1
Vote

Large files can't be anonimized

description

Hi Frank,

Using the Anonimize.exe (for xml files) I am not able to anonimize xml files larger than 300 MB.
Can you help me solving this issue?

Best,
Evelien

comments

FrankvdnThillart wrote Dec 18, 2015 at 8:45 AM

Hi Evelien,

I have the following suggestions:
  • Try anonymizing with only 1 anonymization rule in file AnonymizeCSV.txt and see which rule actually is the show stopper
  • Remove any anonymizations of date. This anonymization remembers which dates are replaced by what random value and it can be this cache that's become too big and slows everything down because the cache is swapped to disk
  • if the above suggestions do not work, I'll require a testfile so I can test it myself but it's my expectation that it's a date anonymization
Kind regards,

Frank

PS:
If you send me a message via the Codeplex system, you have to allow people to send messages to you in your profile if you want an answer

Evelien2308 wrote Dec 29, 2015 at 9:19 AM

Hi Frank,

Unfortunately your suggestions did not work.
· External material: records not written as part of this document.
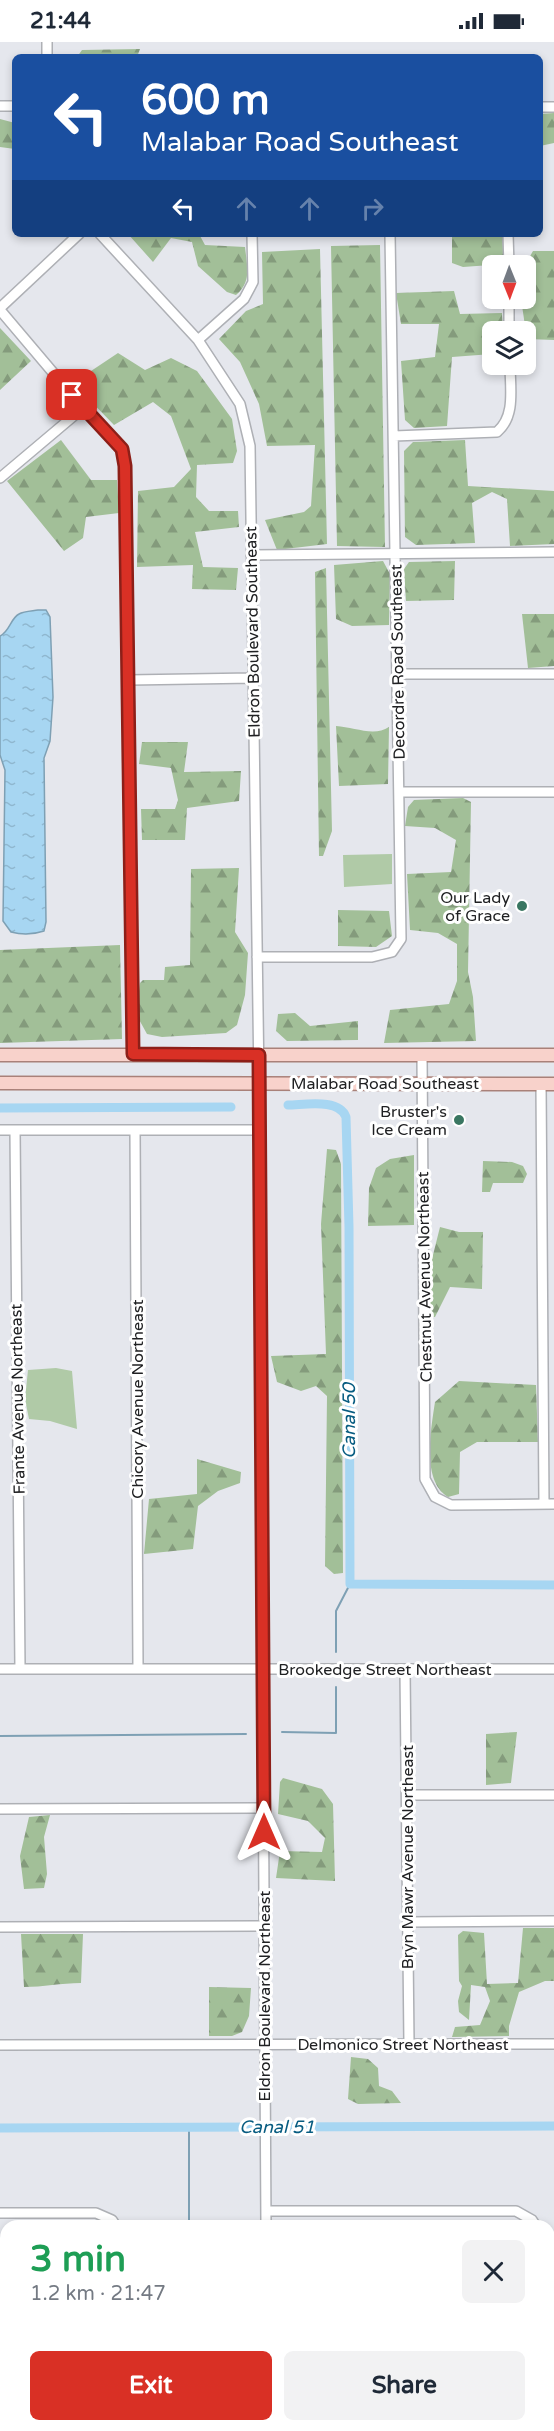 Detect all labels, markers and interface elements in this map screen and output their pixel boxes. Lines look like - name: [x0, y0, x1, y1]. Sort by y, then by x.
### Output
- text: 21:44: [30, 8, 91, 34]
- text: 600 m: [141, 75, 270, 126]
- icon: left: [42, 78, 120, 156]
- text: Malabar Road Southeast: [141, 126, 458, 159]
- icon: left: [167, 192, 200, 225]
- icon: ahead: [230, 192, 263, 225]
- icon: ahead: [293, 192, 326, 225]
- icon: right: [356, 192, 389, 225]
- north arrow: [482, 255, 536, 309]
- map controls: [482, 255, 536, 375]
- button: layers: [482, 321, 536, 375]
- pin: [46, 369, 97, 420]
- icon: arrive: [55, 378, 88, 411]
- street label: Eldron Boulevard Southeast: [241, 526, 265, 738]
- street label: Decordre Road Southeast: [386, 564, 410, 760]
- place label: Our Lady of Grace: [440, 888, 510, 926]
- marker: Our Lady of Grace: [515, 899, 529, 913]
- street label: Malabar Road Southeast: [291, 1074, 479, 1094]
- place label: Bruster's Ice Cream: [371, 1102, 447, 1140]
- marker: Bruster's Ice Cream: [452, 1113, 466, 1127]
- street label: Chestnut Avenue Northeast: [413, 1171, 437, 1383]
- street label: Chicory Avenue Northeast: [128, 1299, 148, 1499]
- street label: Frante Avenue Northeast: [6, 1303, 30, 1495]
- water label: Canal 50: [338, 1382, 360, 1459]
- street label: Brookedge Street Northeast: [278, 1660, 492, 1680]
- street label: Bryn Mawr Avenue Northeast: [398, 1745, 418, 1969]
- position arrow: [232, 1800, 296, 1864]
- street label: Eldron Boulevard Northeast: [255, 1891, 275, 2101]
- street label: Delmonico Street Northeast: [297, 2035, 509, 2055]
- water label: Canal 51: [239, 2116, 315, 2138]
- text: 3 min: [30, 2238, 126, 2281]
- button: close: [462, 2240, 525, 2303]
- text: 1.2 km · 21:47: [30, 2282, 166, 2306]
- button: Exit: [30, 2351, 272, 2420]
- button: Share: [284, 2351, 525, 2420] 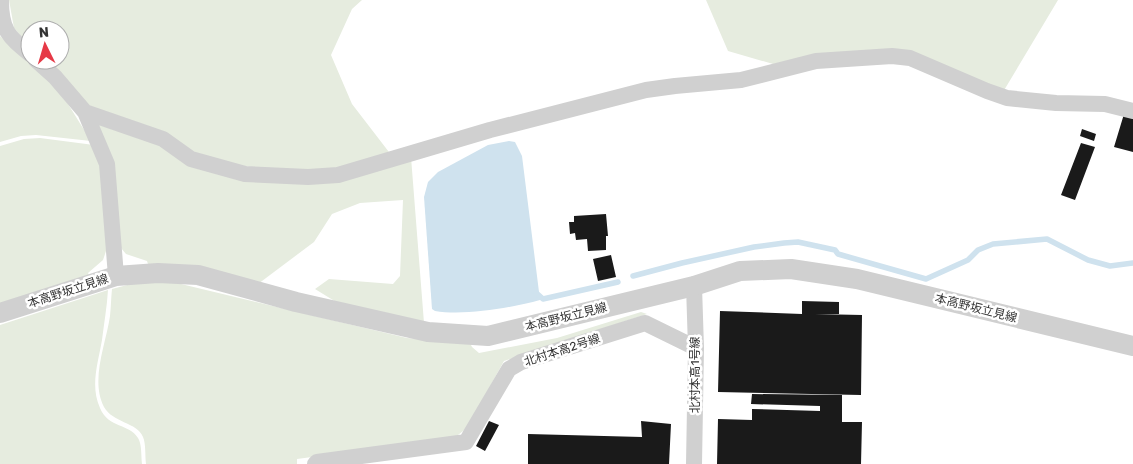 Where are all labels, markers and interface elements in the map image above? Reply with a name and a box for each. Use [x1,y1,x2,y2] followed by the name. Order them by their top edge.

There was no date field part of the anonymization rules. And excluding the rule that caused the error did not work as well.

I am not able to send you a test file since it is not depersonalized production data. I attached an already anonymized file, however it is three times smaller than the files I experience problems with.

Kind regards,
Evelien
PS: thanks for the tip :)

FrankvdnThillart wrote Dec 30, 2015 at 9:32 PM

Evelien. Please call me